I am doing my 1st step with the montecarlo() function in mcad 15. I copied the example and put my own function and it seems to work fine.

Does anyone know if there is a way of getting/creating the “enveloping” ellipse one often sees on a Monte Carlo plot? I attached one on which I drew the ellipse

I think the length of the minor and major axis have a meaning (in the Mont Carlo world) byut can’t quite remember what it is!

ACCEPTED SOLUTION

Accepted Solutions
16-Pearl
(To:JBlackhole)

Get the mean data X0 =(x0,y0)

Get pts

1: X1=(x1,y1) x1=min(x), y(x1)

2: X2=(x2,y2) x2=max(x), y(x2)

Centre of the ellipse is X0

Major axis a =|| X2-X1||

Rotation angle of the ellipse atan(|X2|/|X1|)

Search minor axis (b) to envelope all the pts

Plot ellipse translated by X0 and rotated by alpha

11 REPLIES 11
16-Pearl
(To:JBlackhole)

Get the mean data X0 =(x0,y0)

Get pts

1: X1=(x1,y1) x1=min(x), y(x1)

2: X2=(x2,y2) x2=max(x), y(x2)

Centre of the ellipse is X0

Major axis a =|| X2-X1||

Rotation angle of the ellipse atan(|X2|/|X1|)

Search minor axis (b) to envelope all the pts

Plot ellipse translated by X0 and rotated by alpha

23-Emerald I
(To:JBlackhole)

And the minor axis is?

Haven’t quite work this out in detail – I thought I had something !

I know that it is a vector normal to a =|| X2-X1|| and must be of such length as to enclosed all (most) of the points

Some of steps work fine in a stand-alone example but not when I try to integrate it to the monte-carlo plot

So kind of a step back !

23-Emerald I
(To:JBlackhole)

You've calculated the angle for the major axis.  (I liked what you've got so far.

Now

Rotate all of the data so that the major axis is parallel to the x axis.

Then the length of the minor axis is max(y)-min(y).  And the minor axis is normal to the major axis, so you know the whole ellipse.

Indeed

so I need to rotate each pair of data (from the data set from the montcarlo output)

`data=augment(hv,R)`

(where hv is the variable and R1 the output of the montcarlo)

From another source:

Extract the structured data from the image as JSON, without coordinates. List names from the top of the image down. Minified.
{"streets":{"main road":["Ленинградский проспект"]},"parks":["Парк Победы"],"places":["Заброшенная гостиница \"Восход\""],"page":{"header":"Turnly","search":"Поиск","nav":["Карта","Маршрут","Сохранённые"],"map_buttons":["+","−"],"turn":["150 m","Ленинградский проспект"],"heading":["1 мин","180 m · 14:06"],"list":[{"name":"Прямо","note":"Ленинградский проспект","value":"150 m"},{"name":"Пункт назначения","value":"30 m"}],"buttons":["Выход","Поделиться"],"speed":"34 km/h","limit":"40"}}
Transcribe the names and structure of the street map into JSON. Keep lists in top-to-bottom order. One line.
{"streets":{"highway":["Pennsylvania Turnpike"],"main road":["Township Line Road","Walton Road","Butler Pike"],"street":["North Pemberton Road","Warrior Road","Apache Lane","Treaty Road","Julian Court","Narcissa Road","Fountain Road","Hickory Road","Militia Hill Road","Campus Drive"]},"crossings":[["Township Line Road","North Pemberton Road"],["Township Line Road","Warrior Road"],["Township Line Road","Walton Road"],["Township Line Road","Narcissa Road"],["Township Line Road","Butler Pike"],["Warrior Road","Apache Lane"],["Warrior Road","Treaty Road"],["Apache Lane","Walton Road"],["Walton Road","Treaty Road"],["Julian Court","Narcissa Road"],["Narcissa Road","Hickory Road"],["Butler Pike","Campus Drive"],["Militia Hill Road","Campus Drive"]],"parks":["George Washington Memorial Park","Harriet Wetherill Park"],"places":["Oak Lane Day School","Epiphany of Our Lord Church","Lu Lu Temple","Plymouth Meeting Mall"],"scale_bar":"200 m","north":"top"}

if Rz is the rotation matrix (anticlockwise)

`datarotate=(Rz(-beta)*data^T)^T`

where beta is the angle for the major axis

Cannot plot this ! so must work on each set of data

Working on a cut-down version of the test sheet to post

23-Emerald I
(To:JBlackhole)

a poor example (created in 4.0 express)

Thanks

Why is there no way of rotating the "scatter" data M(x,y) using a rotation matrix?

Mrot(x',y') = R(alpha).M(x',y')

23-Emerald I
(To:JBlackhole)

@JBlackhole wrote:

Thanks

Why is there no way of rotating the "scatter" data M(x,y) using a rotation matrix?

Mrot(x',y') = R(alpha).M(x',y')

There is; you'd need to have the data paired (x,y) rather than two separate vectors.

16-Pearl
(To:JBlackhole)

Here's a solution that uses Minimize to make an ellipse of minimum area that includes all the points.  Seems to work.

4.0/pdf attached

16-Pearl
(To:DJF)

Thanks for that.

Thanks to Fred and yourself for the input. Really appreciated

23-Emerald I
(To:DJF)

VERY NICE!!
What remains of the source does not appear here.